At a conference hosted by Harvard and MIT, schools using the open-source edX platform agreed on a common data structure for their online courses, with the goal of facilitating research on how students learn.
With online courses now part of the mainstream, colleges and universities are collecting terabytes of data on how students interact with their systems and content. But most schools gather this data according to their own specs, which makes comparisons difficult for researchers trying to identify broader trends.
However, this may all change in the wake of a conference hosted by Harvard and MIT this August that saw a dozen schools implement a standardized data structure for MOOCS and other online courses using the Open edX platform. The goal: Create a better understanding of how students learn online and improve instructional approaches accordingly.

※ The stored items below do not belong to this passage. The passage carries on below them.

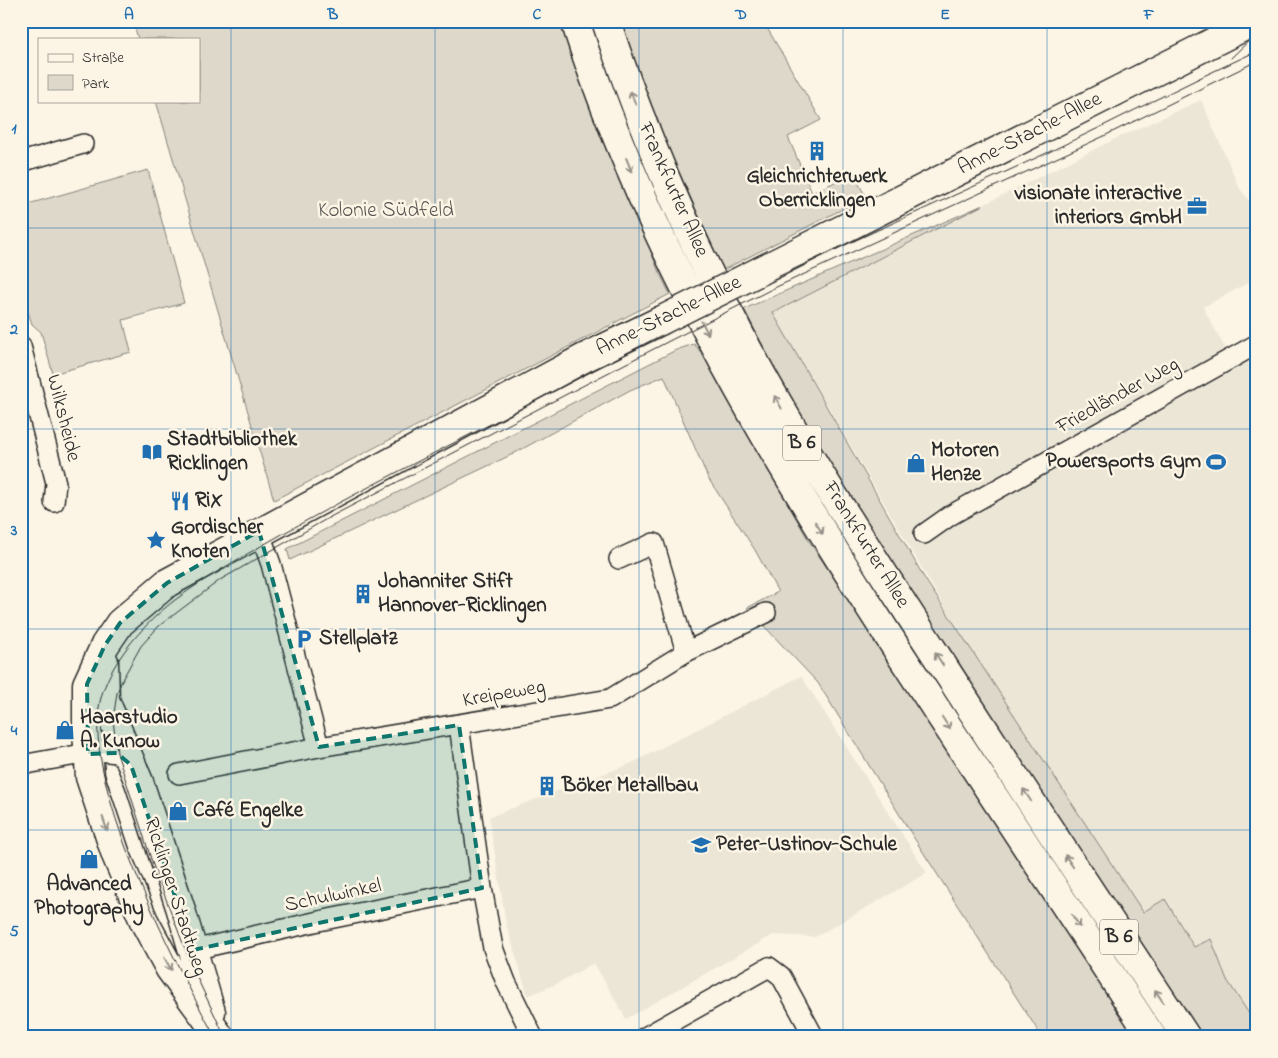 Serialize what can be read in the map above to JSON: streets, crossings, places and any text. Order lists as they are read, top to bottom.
{
  "streets": {
    "main road": [
      "Anne-Stache-Allee",
      "Frankfurter Allee",
      "B 6",
      "Ricklinger Stadtweg"
    ],
    "street": [
      "Friedländer Weg",
      "Wilksheide",
      "Kreipeweg",
      "Schulwinkel"
    ]
  },
  "crossings": [
    ["Anne-Stache-Allee", "Ricklinger Stadtweg"],
    ["Schulwinkel", "Ricklinger Stadtweg"]
  ],
  "parks": ["Kolonie Südfeld"],
  "places": {
    "building": ["Gleichrichterwerk Oberricklingen", "Johanniter Stift Hannover-Ricklingen", "Böker Metallbau"],
    "office": ["visionate interactive interiors GmbH"],
    "library": ["Stadtbibliothek Ricklingen"],
    "sports": ["Powersports Gym"],
    "shop": [
      "Motoren Henze",
      "Haarstudio A. Kunow",
      "Café Engelke",
      "Advanced Photography"
    ],
    "restaurant": ["RiX"],
    "place": ["Gordischer Knoten"],
    "parking": ["Stellplatz"],
    "school or university": ["Peter-Ustinov-Schule"]
  },
  "legend": ["Straße", "Park"],
  "grid": {
    "columns": [
      "A",
      "B",
      "C",
      "D",
      "E",
      "F"
    ],
    "rows": [
      "1",
      "2",
      "3",
      "4",
      "5"
    ]
  }
} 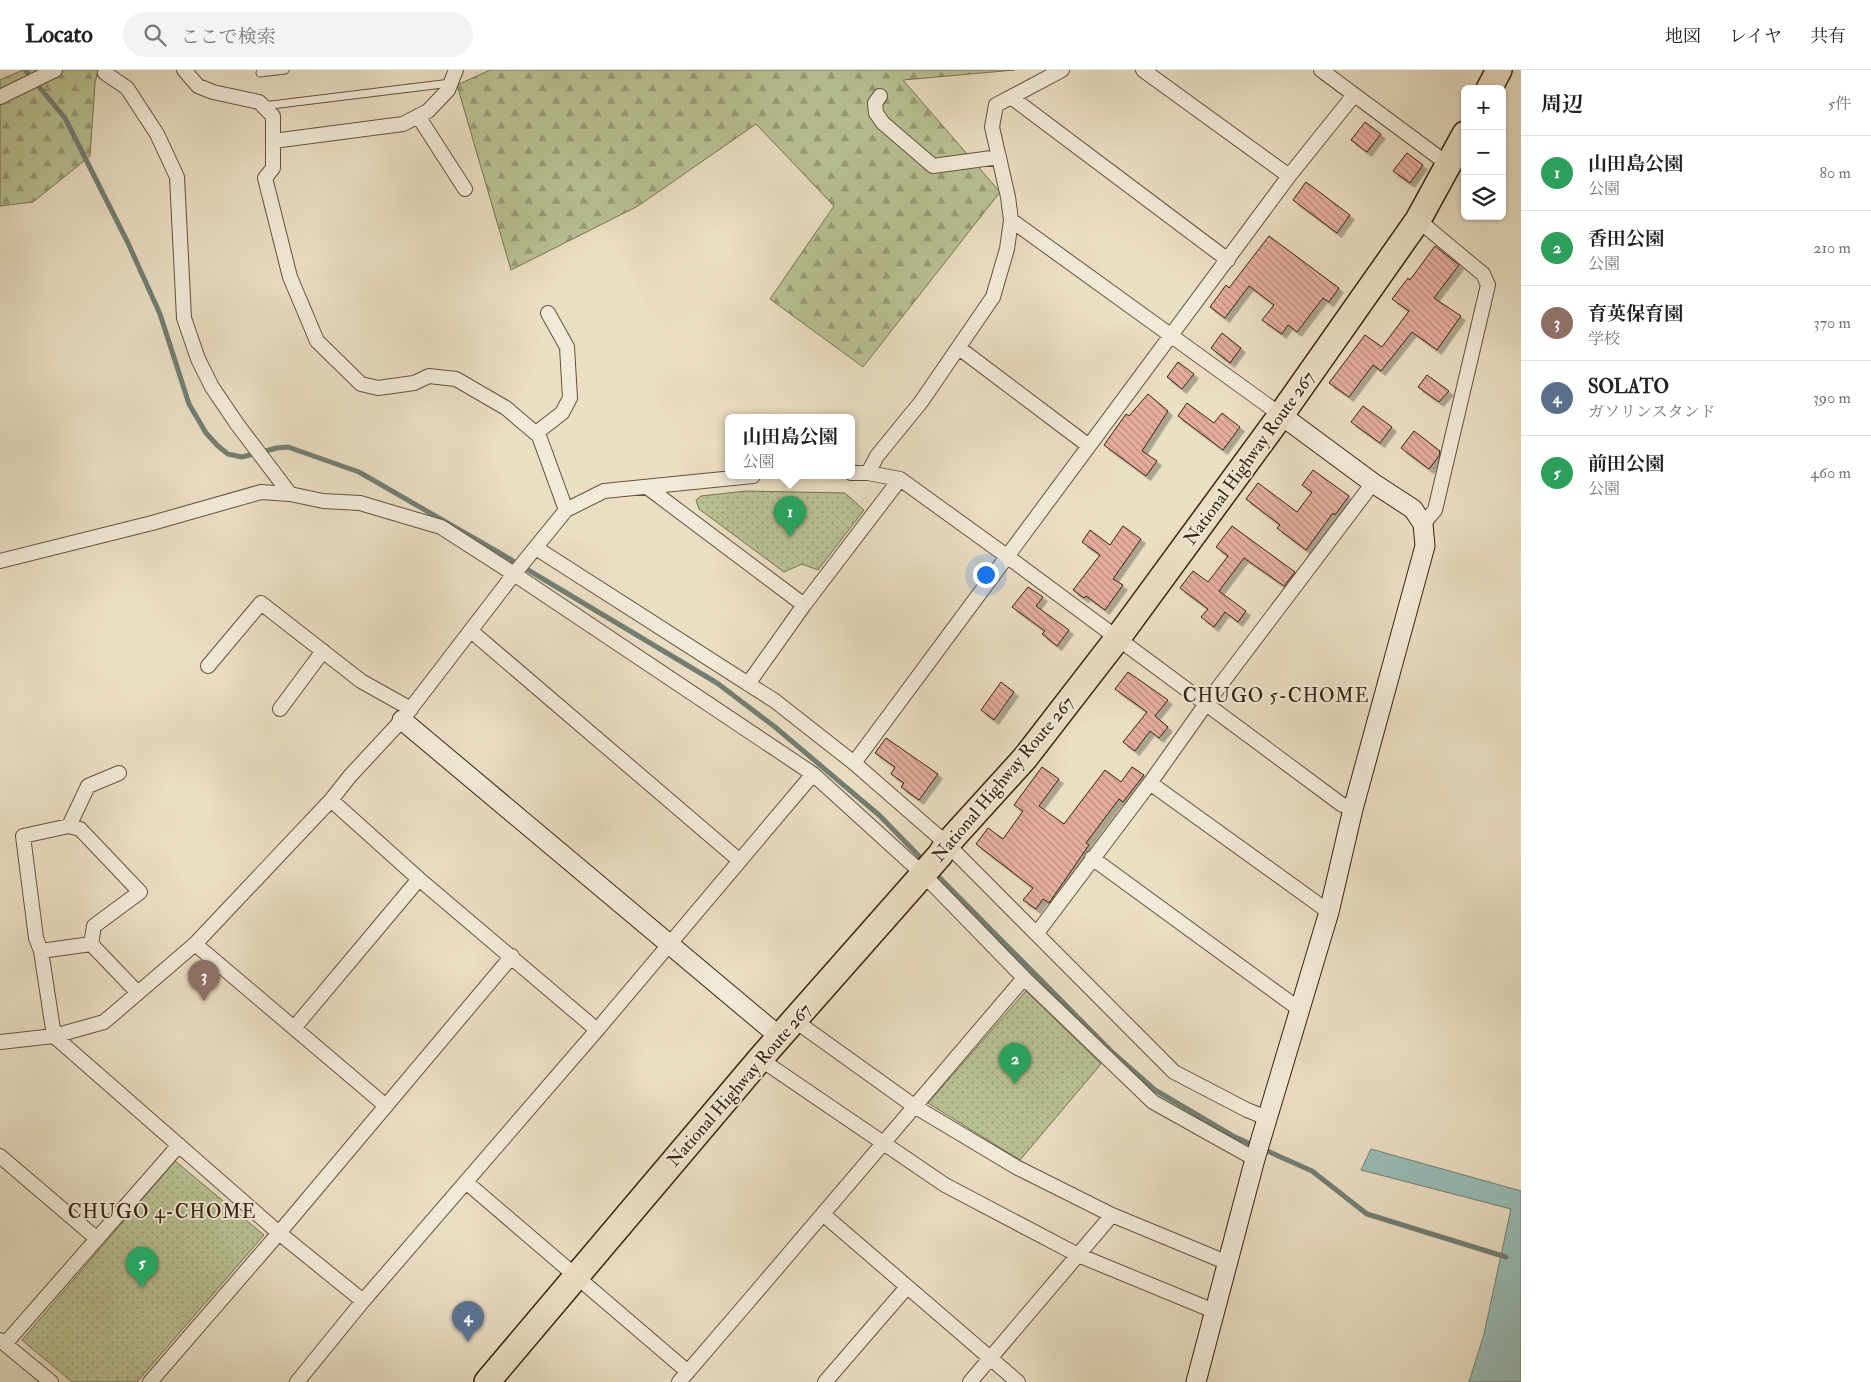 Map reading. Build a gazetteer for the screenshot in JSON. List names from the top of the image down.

“The biggest issue we’re trying to address right now is the feedback loop in online learning—going from content back to better instruction and better material,” said Daniel Seaton, a research scientist at Harvard’s Office of the Vice Provost for Advances in Learning. “We’re helping our partner schools build infrastructure that is capable of analyzing large data sets, which can be quite detailed and messy.”
A New Infrastructure
At the heart of this infrastructure are data standards intended to give researchers a common foundation on which to build. “A big part of the conference involved helping individual institutions set up a workflow that will allow them to extract data about how students interact in MOOCS and online courses, and put them in a usable format,” added Dustin Tingley, a professor of government at Harvard. “An important part of any future collaborative process is a common standard for how certain things are calculated and what specific types of data sets are produced.”